Неужели она привыкла к тому, что её постоянно рассматривают? Это ж какой внутренней силой надо обладать, чтобы не реагировать на это?
– Черёмухин этот ваш, хотя бы объяснил, что и как, – вздохнула я. – Я сразу билет взяла, поехала. Решила, что если вызвали, то вдруг…
– Что вдруг? – моментально отреагировала Казбич и вперилась в меня немигающим взглядом серых глаз.
– Вдруг Вера нашлась? – выпалила я.
Повисла тишина.
– Простите. Вы должны меня понять. Я думаю об этом. Не каждую минуту, конечно… потому что работа и разные дела. Но это всегда где-то рядом, понимаете? – пробормотала я.
– По истечении срока давности дело может быть передано в суд о признании человека безвестно отсутствующим или умершим, – ответила Казбич ровным голосом. – Я ознакомилась с делом. У меня остались кое-какие вопросы, так как лично я этим делом не занималась. Поэтому приходится восполнять пробелы, чтобы поставить точку.
– Но как же так? – заёрзала я на стуле. – Не может же быть, чтобы человек исчез бесследно! То есть я, конечно, знаю, что иногда так бывает, но…
Казбич перелистнула страницу моего паспорта и проверила прописку.
– Разыскные работы, к сожалению, не привели к желаемому результату, – выдала она. – Вы, как свидетель и человек, видевший Веру Зубову одной из последних, разумеется, не можете просто взять и забыть об этом. Уверена, любой на вашем месте хотел бы знать о том, что с ней случилось.
В её тоне я почувствовала некоторую отстранённость и могла её понять, но мне было тошно оттого, что всё повторяется.

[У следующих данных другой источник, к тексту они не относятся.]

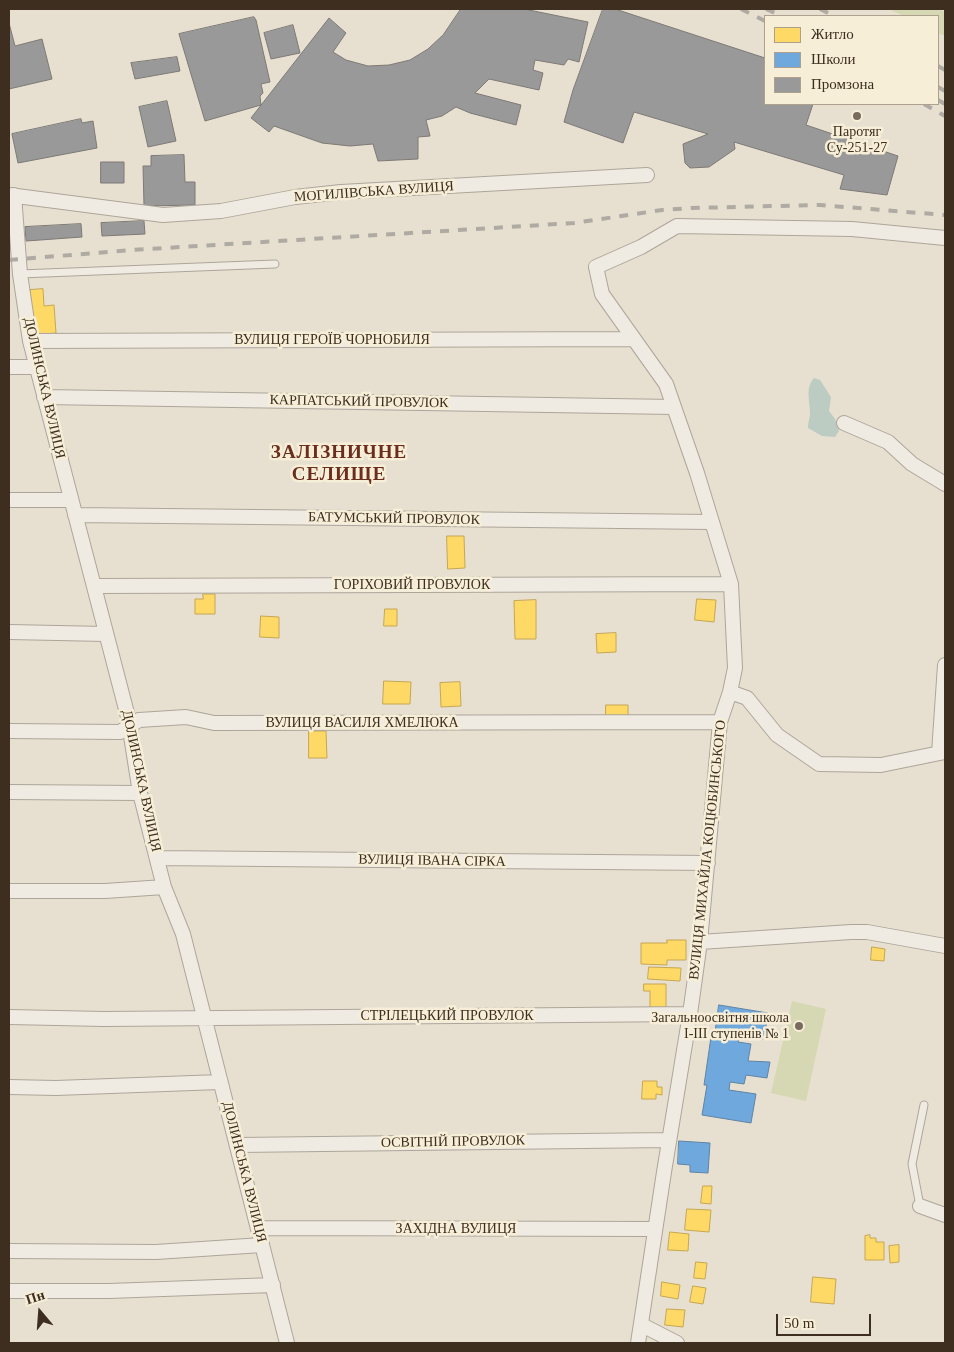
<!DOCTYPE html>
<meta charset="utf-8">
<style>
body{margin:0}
#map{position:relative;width:954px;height:1352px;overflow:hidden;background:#e7e0d1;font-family:Georgia,serif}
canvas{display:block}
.frame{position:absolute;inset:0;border:10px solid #3d2e20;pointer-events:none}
.legend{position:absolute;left:764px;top:15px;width:175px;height:90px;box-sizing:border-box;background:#f7eed8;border:1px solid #ada18e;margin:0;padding:6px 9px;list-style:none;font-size:15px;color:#3d2e20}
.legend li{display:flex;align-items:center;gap:10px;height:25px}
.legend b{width:25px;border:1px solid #ada18e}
.north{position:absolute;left:15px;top:1287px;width:50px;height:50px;-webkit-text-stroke:4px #f7eed8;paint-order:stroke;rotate:342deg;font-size:14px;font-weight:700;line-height:20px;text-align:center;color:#3d2e20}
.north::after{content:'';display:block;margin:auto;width:18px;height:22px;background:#3d2e20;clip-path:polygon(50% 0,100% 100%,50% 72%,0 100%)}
.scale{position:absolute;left:776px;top:1314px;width:95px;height:22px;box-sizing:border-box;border:2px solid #3d2e20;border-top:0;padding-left:6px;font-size:15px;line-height:18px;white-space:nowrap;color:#3d2e20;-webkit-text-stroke:4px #f7eed8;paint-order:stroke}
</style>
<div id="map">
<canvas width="954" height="1352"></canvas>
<div class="frame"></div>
<ul class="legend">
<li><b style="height:14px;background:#ffd966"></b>Житло</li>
<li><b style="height:14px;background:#6fa8dc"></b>Школи</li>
<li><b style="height:14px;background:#999"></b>Промзона</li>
</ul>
<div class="north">Пн</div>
<div class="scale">50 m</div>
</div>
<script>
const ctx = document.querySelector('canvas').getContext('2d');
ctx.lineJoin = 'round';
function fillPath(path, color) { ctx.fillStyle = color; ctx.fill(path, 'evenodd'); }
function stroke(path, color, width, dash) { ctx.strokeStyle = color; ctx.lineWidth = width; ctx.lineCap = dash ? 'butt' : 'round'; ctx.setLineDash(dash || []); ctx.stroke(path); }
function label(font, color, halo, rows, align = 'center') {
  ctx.font = font + ' Georgia,serif'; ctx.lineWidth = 5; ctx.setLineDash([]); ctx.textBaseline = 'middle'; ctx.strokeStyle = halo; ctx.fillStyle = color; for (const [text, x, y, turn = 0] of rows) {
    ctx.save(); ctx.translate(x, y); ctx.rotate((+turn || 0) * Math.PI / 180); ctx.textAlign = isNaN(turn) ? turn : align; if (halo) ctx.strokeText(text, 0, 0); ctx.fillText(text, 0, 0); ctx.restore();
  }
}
fillPath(new Path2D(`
 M888 9H938L945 12V36L938 33V16H904Z
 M792 1001 826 1009 806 1101 771 1093Z`), '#d6d7b3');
fillPath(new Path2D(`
 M814 378 820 380 831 397 829 411 835 419 839 431 835 437 822 436 808 428C808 423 809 420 810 416 811 403 804 389 814 378Z`), '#bcccc2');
const homes = new Path2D(`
 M43 289 44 306 54 305 56 333 34 335 30 290Z
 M447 536H464L465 568 448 569Z
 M203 594H215V614H195V599H203Z
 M697 599 716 600 714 622 695 620Z
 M536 600V639H515L514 601Z
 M385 609H397V626H384Z
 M261 616 279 617V638L260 637Z
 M616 633V652L597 653 596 634Z
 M384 681 411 682 410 704H383Z
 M460 682 461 706 441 707 440 683Z
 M606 705H628V717L606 718Z
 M309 731H326L327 758H309Z
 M667 940H686V960H667V965L641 964V943H667Z
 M872 947 885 949 884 961 871 960Z
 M649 967 681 968 680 981 648 979Z
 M644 984H666V1008H650V991H644Z
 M643 1081H657V1087H662V1095L656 1094V1099H642Z
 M703 1186H712L711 1204 701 1203Z
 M687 1209 711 1210 709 1232 685 1230Z
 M670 1232 689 1234 688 1251 668 1250Z
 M870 1235V1238H876V1242H884V1260H865V1236Z
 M899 1245V1262L890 1263 889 1246Z
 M696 1262 707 1263 705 1279 694 1278Z
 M813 1277 836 1279 834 1304 811 1302Z
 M662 1282 680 1285 678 1299 661 1296Z
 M693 1286 706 1288 703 1304 690 1302Z
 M667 1309 685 1310 683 1327 665 1325Z`);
fillPath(homes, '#ffd966');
stroke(homes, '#c5a651', 1);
const schools = new Path2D(`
 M719 1005 768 1013 764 1039 739 1035 738 1042 751 1044 748 1061 770 1062 767 1078 746 1075 744 1084 730 1082 729 1090 756 1094 751 1123 702 1115 707 1085H704L711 1037H714Z
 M679 1141 710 1143 708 1173 690 1172V1165L678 1164Z`);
fillPath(schools, '#6fa8dc');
stroke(schools, '#6083a4', 1);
const industry = new Path2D(`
 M461 9H524L588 22 579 62 568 59 564 65 535 60 533 70 543 73 539 90 489 79 475 93 521 105 516 125 470 113 456 107 442 116 426 120 430 136 418 137V159L378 161 373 144 350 146 322 143 274 126 269 132 251 118 329 18 346 33 333 52 346 60 368 66 389 65 410 60 428 49 443 35Z
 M603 9H615L765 58V104H813L806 125 898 156 887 195 840 189 844 175 734 142 735 149 709 167 690 168 685 163 683 144 708 134 634 112 623 143 564 122 573 90Z
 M254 17 256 20 270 82 261 84 263 93 260 96 261 105 205 121 179 34Z
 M9 23 15 46 42 39 52 79 9 89Z
 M293 25 300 53 271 59 264 33Z
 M177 57 180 71 135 79 131 63Z
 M167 101 176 141 148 147 139 107Z
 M81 119 82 123 93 121 97 148 18 163 12 134Z
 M184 155 185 182H195V205L144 206 143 166H151V156Z
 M101 162H124V183H101Z
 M144 221 145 234 102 236 101 223Z
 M81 224 82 237 26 241 25 227Z`);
fillPath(industry, '#999');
stroke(industry, '#7d7975', 1);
const lane = new Path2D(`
 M20 274 275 264
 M920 1206 912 1164 924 1105`);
const street = new Path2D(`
 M9 195 163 215 221 211 295 197 341 192 647 175
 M14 195 20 274 30 341 128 717 140 793 164 887 183 934 287 1343
 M30 341 634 339
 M9 367H36
 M44 397 674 407
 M844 423 888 442 912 464 945 484
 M9 500H71
 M75 515 712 522
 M94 586 731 584
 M9 632 106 634
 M730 692 747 698 777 735 819 764 881 765 945 752
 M9 731 120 732 139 720 186 717 214 723 720 722
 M939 753 945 665
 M9 792 140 793
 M157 858 708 863
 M9 891H105L164 887
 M700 942 851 932H867L945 946
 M9 1017 104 1019 690 1014
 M9 1087 56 1088 220 1082
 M237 1145 669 1140
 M920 1206 945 1215
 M258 1228 655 1229
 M9 1251 156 1252 262 1245
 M9 1291H109L273 1285
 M642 1325 677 1343
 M638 1343 664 1172 690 1014 700 942 720 722 730 692 735 668 731 584 697 473 666 384 602 294 596 267 641 247 677 226 852 229 945 238`);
stroke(lane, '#ada599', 9);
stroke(street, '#ada599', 16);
stroke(lane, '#efebe3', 7);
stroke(street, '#efebe3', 14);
stroke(new Path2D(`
 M741 9 765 21
 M766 9 782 16
 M820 9 834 16
 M938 66 945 70
 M938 87 945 91
 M938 100 945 104
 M924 104 945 116
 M9 260 132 250 574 223 662 210 691 208 820 205 945 215`), '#afaaa2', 4, [9, 9]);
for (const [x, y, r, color] of [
 [857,116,5,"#786c5e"],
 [799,1026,5,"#786c5e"]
]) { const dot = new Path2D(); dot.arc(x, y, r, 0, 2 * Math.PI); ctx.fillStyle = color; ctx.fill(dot); stroke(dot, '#f7eed8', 2); }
label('14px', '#3d2e20', '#f7eed8', [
 ["Паротяг",857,132],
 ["Су-251-27",857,148],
 ["Загальноосвітня школа",789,1018,"right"],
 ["І-ІІІ ступенів № 1",789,1034,"right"]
]);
label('14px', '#3d2e20', '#f7eed8', [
 ["МОГИЛІВСЬКА ВУЛИЦЯ",374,192,-4],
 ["ВУЛИЦЯ ГЕРОЇВ ЧОРНОБИЛЯ",332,340],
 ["ДОЛИНСЬКА ВУЛИЦЯ",44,388,77],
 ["КАРПАТСЬКИЙ ПРОВУЛОК",359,402,1],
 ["БАТУМСЬКИЙ ПРОВУЛОК",394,519,1],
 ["ГОРІХОВИЙ ПРОВУЛОК",412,585],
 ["ВУЛИЦЯ ВАСИЛЯ ХМЕЛЮКА",362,723],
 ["ДОЛИНСЬКА ВУЛИЦЯ",141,781,78],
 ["ВУЛИЦЯ МИХАЙЛА КОЦЮБИНСЬКОГО",708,850,-84],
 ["ВУЛИЦЯ ІВАНА СІРКА",432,861,1],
 ["СТРІЛЕЦЬКИЙ ПРОВУЛОК",447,1016],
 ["ОСВІТНІЙ ПРОВУЛОК",453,1142,-1],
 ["ДОЛИНСЬКА ВУЛИЦЯ",244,1172,76],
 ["ЗАХІДНА ВУЛИЦЯ",456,1229]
]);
ctx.letterSpacing = '1px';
label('bold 19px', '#6b2e1e', '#f7eed8', [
 ["ЗАЛІЗНИЧНЕ",339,453],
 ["СЕЛИЩЕ",339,475]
]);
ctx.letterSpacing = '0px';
</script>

– Конечно, однако вы вряд ли поймёте то, что я чувствую на самом деле, – убеждённо сказала я.
– Отчего же? Я вполне могу представить вашу озабоченность.

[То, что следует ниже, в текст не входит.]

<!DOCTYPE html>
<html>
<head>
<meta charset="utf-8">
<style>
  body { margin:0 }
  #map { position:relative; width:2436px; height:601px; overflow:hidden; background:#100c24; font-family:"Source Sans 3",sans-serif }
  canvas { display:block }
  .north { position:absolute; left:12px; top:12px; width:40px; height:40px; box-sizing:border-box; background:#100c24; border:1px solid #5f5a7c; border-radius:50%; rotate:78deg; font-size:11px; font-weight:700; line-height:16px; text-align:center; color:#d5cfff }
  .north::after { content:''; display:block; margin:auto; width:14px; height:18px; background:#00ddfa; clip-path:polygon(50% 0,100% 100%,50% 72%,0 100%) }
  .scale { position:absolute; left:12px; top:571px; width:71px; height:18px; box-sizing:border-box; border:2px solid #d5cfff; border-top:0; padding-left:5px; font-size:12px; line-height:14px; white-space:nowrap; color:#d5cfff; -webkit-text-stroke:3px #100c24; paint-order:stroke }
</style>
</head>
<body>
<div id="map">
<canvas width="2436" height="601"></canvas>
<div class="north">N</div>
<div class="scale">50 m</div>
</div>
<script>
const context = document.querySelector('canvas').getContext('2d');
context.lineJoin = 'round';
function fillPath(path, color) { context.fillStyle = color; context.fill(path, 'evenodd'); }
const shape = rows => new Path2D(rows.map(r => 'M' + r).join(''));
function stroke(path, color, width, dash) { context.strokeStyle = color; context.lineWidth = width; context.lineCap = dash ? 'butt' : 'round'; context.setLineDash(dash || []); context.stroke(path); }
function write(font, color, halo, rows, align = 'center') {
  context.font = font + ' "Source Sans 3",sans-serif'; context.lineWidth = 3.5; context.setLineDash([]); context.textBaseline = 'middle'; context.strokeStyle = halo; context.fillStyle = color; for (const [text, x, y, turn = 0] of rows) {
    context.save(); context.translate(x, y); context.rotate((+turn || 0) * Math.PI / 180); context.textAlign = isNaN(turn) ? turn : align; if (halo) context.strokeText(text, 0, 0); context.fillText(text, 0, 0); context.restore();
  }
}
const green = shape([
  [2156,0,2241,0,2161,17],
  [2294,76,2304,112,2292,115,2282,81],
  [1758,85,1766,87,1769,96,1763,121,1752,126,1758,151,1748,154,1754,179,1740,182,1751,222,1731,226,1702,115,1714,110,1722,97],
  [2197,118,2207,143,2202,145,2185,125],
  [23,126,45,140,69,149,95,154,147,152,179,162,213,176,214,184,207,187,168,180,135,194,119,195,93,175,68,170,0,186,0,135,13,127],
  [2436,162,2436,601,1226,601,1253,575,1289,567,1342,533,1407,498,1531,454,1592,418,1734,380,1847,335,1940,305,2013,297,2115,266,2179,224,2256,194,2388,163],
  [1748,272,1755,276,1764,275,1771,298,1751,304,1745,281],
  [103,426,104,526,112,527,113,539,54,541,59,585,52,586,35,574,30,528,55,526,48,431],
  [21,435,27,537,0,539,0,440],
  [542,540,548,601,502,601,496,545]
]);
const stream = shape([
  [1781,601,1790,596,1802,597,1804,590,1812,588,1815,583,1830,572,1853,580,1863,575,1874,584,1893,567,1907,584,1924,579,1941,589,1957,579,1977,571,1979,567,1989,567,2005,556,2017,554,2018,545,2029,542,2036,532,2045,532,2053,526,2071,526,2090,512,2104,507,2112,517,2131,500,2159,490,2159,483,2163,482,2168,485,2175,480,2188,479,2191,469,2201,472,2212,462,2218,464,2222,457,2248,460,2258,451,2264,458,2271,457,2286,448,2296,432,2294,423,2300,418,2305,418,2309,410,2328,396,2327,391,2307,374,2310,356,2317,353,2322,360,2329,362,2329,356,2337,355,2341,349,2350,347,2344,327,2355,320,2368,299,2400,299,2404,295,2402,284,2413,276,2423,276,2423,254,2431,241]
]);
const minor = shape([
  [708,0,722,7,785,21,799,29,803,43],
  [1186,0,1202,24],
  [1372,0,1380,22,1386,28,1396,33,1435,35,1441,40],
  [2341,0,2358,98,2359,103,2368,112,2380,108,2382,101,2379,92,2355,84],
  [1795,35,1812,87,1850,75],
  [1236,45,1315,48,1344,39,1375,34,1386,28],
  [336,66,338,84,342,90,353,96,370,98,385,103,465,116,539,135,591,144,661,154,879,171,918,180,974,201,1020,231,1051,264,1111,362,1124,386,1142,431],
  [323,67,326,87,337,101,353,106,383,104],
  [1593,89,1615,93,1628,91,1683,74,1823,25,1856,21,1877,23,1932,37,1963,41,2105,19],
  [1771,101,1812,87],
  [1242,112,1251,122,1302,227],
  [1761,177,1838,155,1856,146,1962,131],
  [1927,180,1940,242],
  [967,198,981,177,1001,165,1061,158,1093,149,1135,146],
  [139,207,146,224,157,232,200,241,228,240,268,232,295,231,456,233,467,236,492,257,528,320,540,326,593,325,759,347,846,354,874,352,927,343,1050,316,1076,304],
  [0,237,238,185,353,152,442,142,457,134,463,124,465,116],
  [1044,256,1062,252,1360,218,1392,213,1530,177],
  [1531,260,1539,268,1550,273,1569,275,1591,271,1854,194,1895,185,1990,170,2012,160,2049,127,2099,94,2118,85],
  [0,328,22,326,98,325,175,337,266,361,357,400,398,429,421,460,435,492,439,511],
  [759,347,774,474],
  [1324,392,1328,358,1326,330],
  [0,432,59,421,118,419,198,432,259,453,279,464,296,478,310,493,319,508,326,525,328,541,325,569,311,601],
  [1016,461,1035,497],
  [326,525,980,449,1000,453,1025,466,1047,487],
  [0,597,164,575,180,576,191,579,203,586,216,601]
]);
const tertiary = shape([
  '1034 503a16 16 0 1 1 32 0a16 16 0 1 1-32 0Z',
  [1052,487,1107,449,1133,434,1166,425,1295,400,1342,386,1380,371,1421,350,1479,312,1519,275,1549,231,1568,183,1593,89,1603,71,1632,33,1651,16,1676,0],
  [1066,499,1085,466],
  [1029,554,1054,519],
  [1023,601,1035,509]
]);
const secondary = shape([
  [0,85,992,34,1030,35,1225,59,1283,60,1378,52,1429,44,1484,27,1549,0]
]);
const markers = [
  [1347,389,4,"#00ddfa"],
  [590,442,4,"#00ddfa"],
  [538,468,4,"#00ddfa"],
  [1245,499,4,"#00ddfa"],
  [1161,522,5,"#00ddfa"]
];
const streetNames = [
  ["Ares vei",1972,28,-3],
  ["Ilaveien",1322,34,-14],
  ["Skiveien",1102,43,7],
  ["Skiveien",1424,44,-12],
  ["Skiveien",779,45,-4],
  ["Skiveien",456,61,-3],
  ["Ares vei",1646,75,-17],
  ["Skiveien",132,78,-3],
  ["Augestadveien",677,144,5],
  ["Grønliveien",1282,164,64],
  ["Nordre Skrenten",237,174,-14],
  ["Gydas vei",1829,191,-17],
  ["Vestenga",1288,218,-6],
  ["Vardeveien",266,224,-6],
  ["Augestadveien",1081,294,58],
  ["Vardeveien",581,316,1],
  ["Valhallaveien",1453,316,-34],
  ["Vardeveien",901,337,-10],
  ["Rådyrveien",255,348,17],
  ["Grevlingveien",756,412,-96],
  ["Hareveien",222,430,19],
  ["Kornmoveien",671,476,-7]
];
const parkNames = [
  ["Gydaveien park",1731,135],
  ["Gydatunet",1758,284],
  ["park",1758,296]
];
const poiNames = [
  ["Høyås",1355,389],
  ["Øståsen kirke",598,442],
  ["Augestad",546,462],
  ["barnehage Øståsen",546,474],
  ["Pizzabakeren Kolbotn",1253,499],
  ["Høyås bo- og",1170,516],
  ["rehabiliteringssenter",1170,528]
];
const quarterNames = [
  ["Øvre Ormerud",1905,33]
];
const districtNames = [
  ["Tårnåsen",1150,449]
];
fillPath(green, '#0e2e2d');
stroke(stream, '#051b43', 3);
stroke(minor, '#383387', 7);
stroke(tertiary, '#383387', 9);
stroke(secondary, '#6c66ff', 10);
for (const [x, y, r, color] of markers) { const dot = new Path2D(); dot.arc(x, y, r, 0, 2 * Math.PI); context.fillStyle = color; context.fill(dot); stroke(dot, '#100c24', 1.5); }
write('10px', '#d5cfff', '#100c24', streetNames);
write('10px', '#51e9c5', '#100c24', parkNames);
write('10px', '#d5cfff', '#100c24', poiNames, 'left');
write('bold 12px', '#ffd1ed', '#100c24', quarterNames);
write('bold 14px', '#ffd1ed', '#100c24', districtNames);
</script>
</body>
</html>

– Озабоченность? – Я усмехнулась и покачала головой. – Это другое… Вера была моей подругой, мы учились вместе. Я всё про неё знала.
– Всё? – приподняла брови Казбич. – Вы серьёзно?
– Ну… – В этот миг я ощутила лёгкое беспокойство. – Если вы думаете, что я тогда солгала в чём-то, то мне будет сложно вас переубедить. Я не скрывалась и не пряталась. Надеялась, что полиция во всём разберётся, но этого не случилось. Прошло пять лет, но я не перестаю помнить об этом. Никто из нас не забыл… – На этих словах мой голос дрогнул. Всё же было довольно преждевременно говорить за тех, кого я не видела все эти годы.
Казбич слушала и не перебивала. Мне даже показалось, что в её глазах зажёгся огонёк интереса.